[About this task]: Reply only with how many lines below contain "roads".

BEGIN Stored data

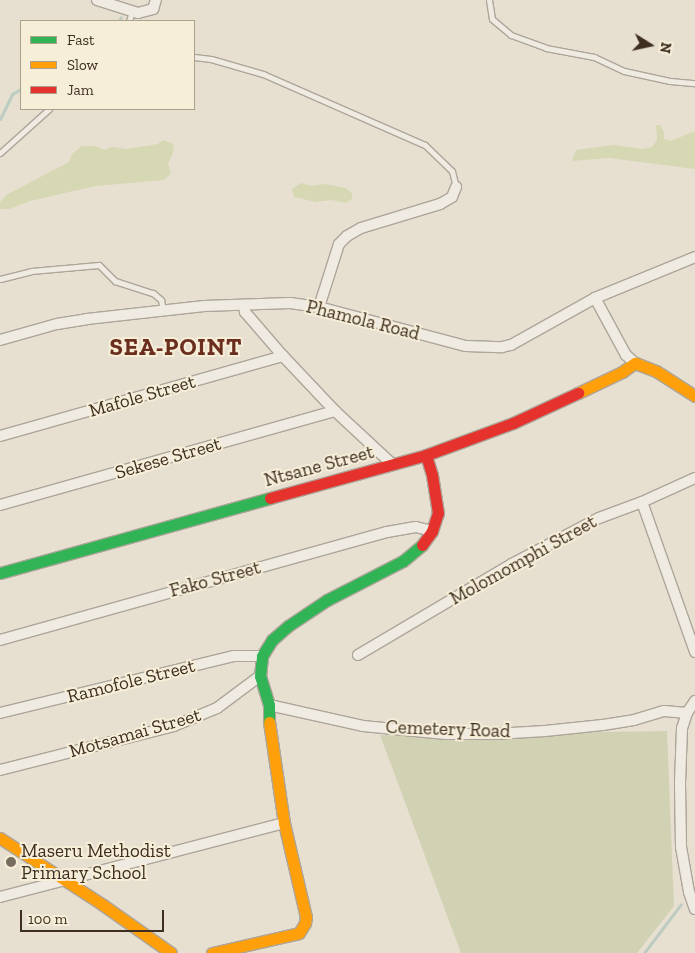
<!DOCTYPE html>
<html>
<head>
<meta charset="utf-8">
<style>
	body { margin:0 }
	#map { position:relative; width:695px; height:953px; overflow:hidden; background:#e7e0d1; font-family:"Zilla Slab",serif }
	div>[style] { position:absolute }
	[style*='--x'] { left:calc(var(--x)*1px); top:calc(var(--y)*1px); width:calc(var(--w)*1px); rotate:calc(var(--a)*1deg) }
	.green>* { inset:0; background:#d6d7b3 }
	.cemetery>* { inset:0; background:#d1d1b3 }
	.stream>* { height:3px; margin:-1.5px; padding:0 1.5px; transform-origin:1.5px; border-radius:1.5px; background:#bcccc2 }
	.roads { filter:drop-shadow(1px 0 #ada599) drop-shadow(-1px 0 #ada599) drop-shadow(0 1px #ada599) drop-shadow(0 -1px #ada599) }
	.lane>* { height:5px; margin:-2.5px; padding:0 2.5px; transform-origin:2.5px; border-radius:2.5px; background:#efebe3 }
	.street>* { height:10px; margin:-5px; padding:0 5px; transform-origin:5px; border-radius:5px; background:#efebe3 }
	.fast>* { height:11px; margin:-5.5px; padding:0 5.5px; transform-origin:5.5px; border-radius:5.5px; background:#30b455 }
	.slow>* { height:11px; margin:-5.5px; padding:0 5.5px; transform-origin:5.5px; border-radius:5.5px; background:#ff9f0a }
	.jam>* { height:11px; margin:-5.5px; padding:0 5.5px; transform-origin:5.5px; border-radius:5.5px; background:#e5322d }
	.dots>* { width:14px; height:14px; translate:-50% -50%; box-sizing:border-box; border:2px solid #f7eed8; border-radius:50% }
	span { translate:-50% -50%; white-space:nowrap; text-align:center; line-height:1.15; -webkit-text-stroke:4px #f7eed8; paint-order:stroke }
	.street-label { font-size:19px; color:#3d2e20 }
	.poi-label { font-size:19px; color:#3d2e20 }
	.left { translate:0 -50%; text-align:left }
	.district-label { font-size:24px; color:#6b2e1e; font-weight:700; letter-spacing:1px }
	.legend { position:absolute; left:20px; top:20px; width:175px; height:90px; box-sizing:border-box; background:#f7eed8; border:1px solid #ada18e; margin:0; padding:6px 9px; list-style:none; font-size:15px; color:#3d2e20 }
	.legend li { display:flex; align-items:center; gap:10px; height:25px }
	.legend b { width:25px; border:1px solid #ada18e }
	.north { position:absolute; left:625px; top:20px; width:50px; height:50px; -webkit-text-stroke:4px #f7eed8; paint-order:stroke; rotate:100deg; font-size:14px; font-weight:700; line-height:20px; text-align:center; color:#3d2e20 }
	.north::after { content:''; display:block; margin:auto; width:18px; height:22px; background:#3d2e20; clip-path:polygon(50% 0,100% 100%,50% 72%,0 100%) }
	.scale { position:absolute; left:20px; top:910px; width:144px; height:22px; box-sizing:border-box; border:2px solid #3d2e20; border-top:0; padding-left:6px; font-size:15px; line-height:18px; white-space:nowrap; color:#3d2e20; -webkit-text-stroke:4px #f7eed8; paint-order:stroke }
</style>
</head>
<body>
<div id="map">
	<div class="green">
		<div style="clip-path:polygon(656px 125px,660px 125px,664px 132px,664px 139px,671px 141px,695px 131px,695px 169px,609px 158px,572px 161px,576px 150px,614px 145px,642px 149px,652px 147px,657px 140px)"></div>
		<div style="clip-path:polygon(163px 140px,173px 144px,174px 150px,168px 164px,171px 173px,164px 180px,96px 186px,30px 201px,9px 209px,0 209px,0 202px,8px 194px,69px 162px,72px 154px,82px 146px,95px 146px,104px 150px,112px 147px,127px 149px,158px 144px)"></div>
		<div style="clip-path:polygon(301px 183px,312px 186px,325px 184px,345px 188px,352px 193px,352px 199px,346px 203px,331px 200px,316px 202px,294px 197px,292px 189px)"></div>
	</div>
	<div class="cemetery">
		<div style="clip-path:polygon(667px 731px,674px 906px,637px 953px,461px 953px,380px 735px,490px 738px,545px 733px)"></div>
	</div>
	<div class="stream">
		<div style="--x:119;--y:21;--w:4;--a:-63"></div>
		<div style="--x:0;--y:119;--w:28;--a:-64"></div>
		<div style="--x:12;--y:94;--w:10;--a:-29"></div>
		<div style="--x:644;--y:953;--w:61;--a:-52.9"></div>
	</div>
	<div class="roads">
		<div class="lane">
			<div style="--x:489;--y:0;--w:19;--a:81"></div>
			<div style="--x:492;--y:19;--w:25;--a:40"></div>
			<div style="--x:511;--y:35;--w:37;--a:20"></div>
			<div style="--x:546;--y:48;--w:49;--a:10.6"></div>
			<div style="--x:594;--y:57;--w:33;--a:25"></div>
			<div style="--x:624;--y:71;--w:47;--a:12.3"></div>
			<div style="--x:670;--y:81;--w:25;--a:5"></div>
			<div style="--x:129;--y:21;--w:10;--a:-73"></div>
			<div style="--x:194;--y:57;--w:17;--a:7"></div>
			<div style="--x:211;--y:59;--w:54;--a:16.1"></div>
			<div style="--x:263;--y:74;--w:177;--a:23.7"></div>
			<div style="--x:425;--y:145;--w:37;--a:44"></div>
			<div style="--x:452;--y:171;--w:16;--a:76"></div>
			<div style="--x:0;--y:153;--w:66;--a:-41.9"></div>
			<div style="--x:0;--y:279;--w:32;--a:-14"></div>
			<div style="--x:31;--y:271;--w:68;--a:-5"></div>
			<div style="--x:99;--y:265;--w:23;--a:45"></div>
			<div style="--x:115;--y:281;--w:40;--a:18"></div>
			<div style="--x:153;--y:293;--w:11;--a:41"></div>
			<div style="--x:161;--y:300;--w:10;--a:79"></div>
		</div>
		<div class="street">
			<div style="--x:97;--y:0;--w:43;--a:17.6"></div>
			<div style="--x:138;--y:13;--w:16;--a:-15"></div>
			<div style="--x:153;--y:9;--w:9;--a:-72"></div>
			<div style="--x:595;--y:298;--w:65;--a:61.5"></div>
			<div style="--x:626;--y:355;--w:12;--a:42"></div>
			<div style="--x:244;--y:305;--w:7;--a:82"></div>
			<div style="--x:245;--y:312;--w:58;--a:49.2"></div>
			<div style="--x:283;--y:356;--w:76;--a:46.6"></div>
			<div style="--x:335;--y:411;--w:78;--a:42.9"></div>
			<div style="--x:319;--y:307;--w:66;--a:-72.4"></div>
			<div style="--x:339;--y:244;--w:11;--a:-45"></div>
			<div style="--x:347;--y:236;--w:16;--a:-30"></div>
			<div style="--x:361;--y:228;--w:83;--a:-16.9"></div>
			<div style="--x:440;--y:204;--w:14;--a:-30"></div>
			<div style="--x:452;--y:197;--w:11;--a:-68"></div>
			<div style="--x:0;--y:340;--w:59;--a:-15.7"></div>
			<div style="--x:57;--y:324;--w:30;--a:-9"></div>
			<div style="--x:87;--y:319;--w:118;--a:-6.3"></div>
			<div style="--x:204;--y:306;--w:86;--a:-2"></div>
			<div style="--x:290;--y:303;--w:29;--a:8"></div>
			<div style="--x:319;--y:307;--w:152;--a:14.9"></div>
			<div style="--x:466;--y:346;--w:36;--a:2"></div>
			<div style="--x:502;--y:347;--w:9;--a:-13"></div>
			<div style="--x:511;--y:345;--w:96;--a:-29.2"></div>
			<div style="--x:595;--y:298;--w:108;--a:-22.3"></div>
			<div style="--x:0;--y:436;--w:294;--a:-15.8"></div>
			<div style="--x:642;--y:502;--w:159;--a:70.5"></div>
			<div style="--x:0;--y:505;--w:348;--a:-15.7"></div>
			<div style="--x:0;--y:640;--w:402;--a:-15.6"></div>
			<div style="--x:387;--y:532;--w:29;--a:-10"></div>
			<div style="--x:416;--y:527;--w:16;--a:14"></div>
			<div style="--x:358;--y:655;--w:179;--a:-30.6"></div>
			<div style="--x:512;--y:564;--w:98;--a:-27.9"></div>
			<div style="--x:599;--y:518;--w:46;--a:-20.4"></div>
			<div style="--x:642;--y:502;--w:58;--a:-24.4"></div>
			<div style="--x:695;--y:701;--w:14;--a:124"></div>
			<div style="--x:687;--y:713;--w:16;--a:108"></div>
			<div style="--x:682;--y:728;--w:55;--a:92.1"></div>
			<div style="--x:680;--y:783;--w:64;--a:89.1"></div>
			<div style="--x:681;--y:847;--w:46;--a:79.9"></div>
			<div style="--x:689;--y:892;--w:18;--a:71"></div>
			<div style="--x:269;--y:705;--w:96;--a:12.6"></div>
			<div style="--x:363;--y:726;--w:83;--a:5.5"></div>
			<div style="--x:446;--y:734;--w:49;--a:0"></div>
			<div style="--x:495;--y:734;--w:50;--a:-3.4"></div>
			<div style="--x:545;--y:731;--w:58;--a:-5.9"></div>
			<div style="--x:603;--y:725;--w:31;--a:-9"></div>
			<div style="--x:634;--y:720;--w:31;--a:-17"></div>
			<div style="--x:664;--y:711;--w:23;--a:5"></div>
			<div style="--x:0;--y:713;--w:241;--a:-13.7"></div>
			<div style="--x:234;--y:656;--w:28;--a:0"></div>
			<div style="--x:0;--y:770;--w:179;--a:-14.2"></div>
			<div style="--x:174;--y:726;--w:47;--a:-22.7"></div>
			<div style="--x:217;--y:708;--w:54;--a:-36.7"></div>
			<div style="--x:0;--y:897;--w:293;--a:-14.6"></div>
		</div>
		<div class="fast">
			<div style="--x:0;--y:573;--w:280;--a:-15.5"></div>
			<div style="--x:269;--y:722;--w:17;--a:-90"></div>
			<div style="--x:269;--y:705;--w:30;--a:-107"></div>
			<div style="--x:260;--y:676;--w:20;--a:-84"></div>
			<div style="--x:262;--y:656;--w:19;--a:-58"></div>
			<div style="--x:272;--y:640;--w:21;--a:-41"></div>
			<div style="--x:288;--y:626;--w:47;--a:-33.7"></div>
			<div style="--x:327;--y:600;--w:85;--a:-27.2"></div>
			<div style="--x:403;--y:561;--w:25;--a:-40"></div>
		</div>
		<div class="slow">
			<div style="--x:578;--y:393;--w:49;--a:-25.5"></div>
			<div style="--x:622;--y:372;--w:16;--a:-35"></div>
			<div style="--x:635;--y:363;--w:22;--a:21"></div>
			<div style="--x:656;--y:371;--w:46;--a:32.7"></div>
			<div style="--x:0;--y:838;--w:123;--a:33"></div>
			<div style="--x:103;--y:905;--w:83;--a:35.2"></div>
			<div style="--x:212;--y:953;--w:89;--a:-12.9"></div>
			<div style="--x:299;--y:933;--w:12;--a:-59"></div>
			<div style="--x:305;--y:923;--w:6;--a:-81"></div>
			<div style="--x:306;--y:917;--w:97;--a:-103.2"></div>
			<div style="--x:284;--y:823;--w:102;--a:-98.4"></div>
		</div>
		<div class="jam">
			<div style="--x:270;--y:498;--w:162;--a:-15.4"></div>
			<div style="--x:426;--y:455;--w:93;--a:-20.2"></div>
			<div style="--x:513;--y:423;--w:72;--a:-24.8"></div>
			<div style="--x:422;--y:545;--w:17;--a:-54"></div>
			<div style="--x:432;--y:531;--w:19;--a:-72"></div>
			<div style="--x:438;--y:513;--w:38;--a:-99"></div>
			<div style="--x:432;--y:475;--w:21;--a:-107"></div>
		</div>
	</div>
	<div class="dots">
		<div style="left:11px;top:862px;background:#786c5e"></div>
	</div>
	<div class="street-label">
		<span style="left:363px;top:320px;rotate:14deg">Phamola Road</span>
		<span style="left:142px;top:396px;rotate:-16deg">Mafole Street</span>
		<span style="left:168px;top:458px;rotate:-16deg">Sekese Street</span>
		<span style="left:319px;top:466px;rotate:-15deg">Ntsane Street</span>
		<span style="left:523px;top:560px;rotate:-29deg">Molomomphi Street</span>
		<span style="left:215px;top:579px;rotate:-15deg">Fako Street</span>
		<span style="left:131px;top:681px;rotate:-14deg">Ramofole Street</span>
		<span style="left:448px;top:729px;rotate:2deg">Cemetery Road</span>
		<span style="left:135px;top:733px;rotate:-16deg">Motsamai Street</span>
	</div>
	<div class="poi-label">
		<span class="left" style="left:21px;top:862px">Maseru Methodist<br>Primary School</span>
	</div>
	<div class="district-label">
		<span style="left:176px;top:347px">SEA-POINT</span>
	</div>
	<ul class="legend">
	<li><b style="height:6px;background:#30b455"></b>Fast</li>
	<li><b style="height:6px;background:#ff9f0a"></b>Slow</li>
	<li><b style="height:6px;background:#e5322d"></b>Jam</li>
	</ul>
	<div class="north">N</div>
	<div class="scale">100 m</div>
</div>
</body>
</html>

END Stored data

[Task solution]: 2